Transfer Restrictions.  Customary transfer restrictions relating to the purchase of securities in a private placement.

Registration Rights.  The Company will have executed a registration rights agreement regarding the registration rights granted to the purchasers in the Offerings.

Escrow Terms.  Terms relating to the escrow of funds to effect the mechanics Offerings.

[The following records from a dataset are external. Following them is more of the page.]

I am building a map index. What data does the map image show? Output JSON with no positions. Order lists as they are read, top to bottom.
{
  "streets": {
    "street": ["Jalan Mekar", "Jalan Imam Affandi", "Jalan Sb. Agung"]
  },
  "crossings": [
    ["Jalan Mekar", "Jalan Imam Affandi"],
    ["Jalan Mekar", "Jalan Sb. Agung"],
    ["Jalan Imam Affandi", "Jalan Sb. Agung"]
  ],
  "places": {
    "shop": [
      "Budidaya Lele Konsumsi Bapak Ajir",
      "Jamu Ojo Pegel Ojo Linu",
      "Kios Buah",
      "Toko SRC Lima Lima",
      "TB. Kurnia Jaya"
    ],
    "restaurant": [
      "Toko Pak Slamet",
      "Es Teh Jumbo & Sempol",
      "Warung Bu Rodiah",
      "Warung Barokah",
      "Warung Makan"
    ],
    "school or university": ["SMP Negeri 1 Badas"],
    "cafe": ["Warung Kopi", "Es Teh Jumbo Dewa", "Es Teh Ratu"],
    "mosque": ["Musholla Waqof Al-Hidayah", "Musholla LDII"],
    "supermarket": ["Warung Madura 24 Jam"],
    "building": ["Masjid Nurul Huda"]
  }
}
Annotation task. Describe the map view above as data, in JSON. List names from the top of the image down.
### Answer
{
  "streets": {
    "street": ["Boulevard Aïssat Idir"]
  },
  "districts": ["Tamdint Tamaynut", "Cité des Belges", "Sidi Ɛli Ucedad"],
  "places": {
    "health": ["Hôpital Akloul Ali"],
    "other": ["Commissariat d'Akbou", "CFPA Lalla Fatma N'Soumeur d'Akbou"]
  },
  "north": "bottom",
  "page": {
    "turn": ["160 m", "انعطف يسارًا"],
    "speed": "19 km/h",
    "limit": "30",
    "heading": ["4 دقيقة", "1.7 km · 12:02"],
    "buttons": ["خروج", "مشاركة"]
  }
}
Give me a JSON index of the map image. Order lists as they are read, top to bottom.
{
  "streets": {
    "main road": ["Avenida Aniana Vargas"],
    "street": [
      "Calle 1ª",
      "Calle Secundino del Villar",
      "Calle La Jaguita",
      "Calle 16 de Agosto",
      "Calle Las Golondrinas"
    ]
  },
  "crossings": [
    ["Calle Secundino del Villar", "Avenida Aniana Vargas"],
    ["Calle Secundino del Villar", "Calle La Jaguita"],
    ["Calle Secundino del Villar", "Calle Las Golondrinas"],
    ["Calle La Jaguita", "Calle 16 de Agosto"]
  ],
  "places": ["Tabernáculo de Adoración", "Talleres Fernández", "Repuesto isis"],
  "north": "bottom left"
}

Regulatory Approvals.  That CapGen LP’s obligations under the Investment Agreement are subject to CapGen’s receipt of necessary regulatory approvals from the Fed.
 
 
The foregoing references to and description of the Letter Agreement and the Investment Agreement do not purport to be complete and are subject to, and are qualified in their entirety by reference to, the full text of the Letter Agreement and the Investment Agreement, as applicable, which are incorporated by reference to this Item 6.
 
 
If and when CapGen LP receives the necessary regulatory approvals to complete the transactions contemplated by the Letter Agreement, and such transactions are consummated, the Reporting Persons intend to further amend the 13D Filing to disclose, among other things, the terms of any Preferred Stock issued to CapGen LP in the Offerings, a description of the registration rights granted to CapGen LP in connection with any Preferred Stock issued to CapGen LP in the Offerings, and the relevant terms of any other contracts, arrangements, understandings or relationships with respect to the Offerings, in each case as required.
 
 
 
 
-6-

 
 

 

 
Item 7.
Material to be Filed as Exhibits
 
 
Exhibit 4
Letter Agreement, dated April 9, 2010, by and between Seacoast Banking Corporation of Florida and CapGen Capital Group III LP.
 
 
Exhibit 5
Investment Agreement, dated as of April 8, 2010, by and between Seacoast Banking Corporation of Florida and the Purchasers named therein.
 
 
        
 
 
-7-
 
 

 
 
SIGNATURE
 
 
After reasonable inquiry and to the best of its knowledge and belief, each of the undersigned certifies that the information set forth in this statement is true, complete and correct.
 
 
Dated:     April 12, 2010
 
 
 
 
 
CAPGEN CAPITAL GROUP III LP
 
 
 
 
 
 
By:
CAPGEN CAPITAL GROUP III LLC,
 
 
 
its general partner
 
 
 
 
 
By:
 /s/ Eugene A. Ludwig
 
Name:
Eugene A. Ludwig
 
Title:
Managing Member
 
 
 
CAPGEN CAPITAL GROUP III LLC
 
 
 
 
 
By:
/s/ Eugene A. Ludwig
 
Name:
Eugene A. Ludwig
 
Title:
Managing Member
 
 
 
EUGENE A. LUDWIG
 
 
 
 
 
By:
/s/ Eugene A. Ludwig
 
Name:
Eugene A. Ludwig
 
 
 
ATTENTION
 
Intentional misstatements or omissions of fact constitute Federal Criminal Violations
(See 18 U.S.C. 1001).
 
 
 
 
-8-

 
 

 
 
EXHIBIT INDEX
 
 
Exhibit
 
Title
 
 
 
Exhibit 4
 
Letter Agreement, dated April 9, 2010, by and between Seacoast Banking Corporation of Florida and CapGen Capital Group III LP.
 
 
 
Exhibit 5
 
Investment Agreement, dated as of April 8, 2010, by and between Seacoast Banking Corporation of Florida and the Purchasers named therein.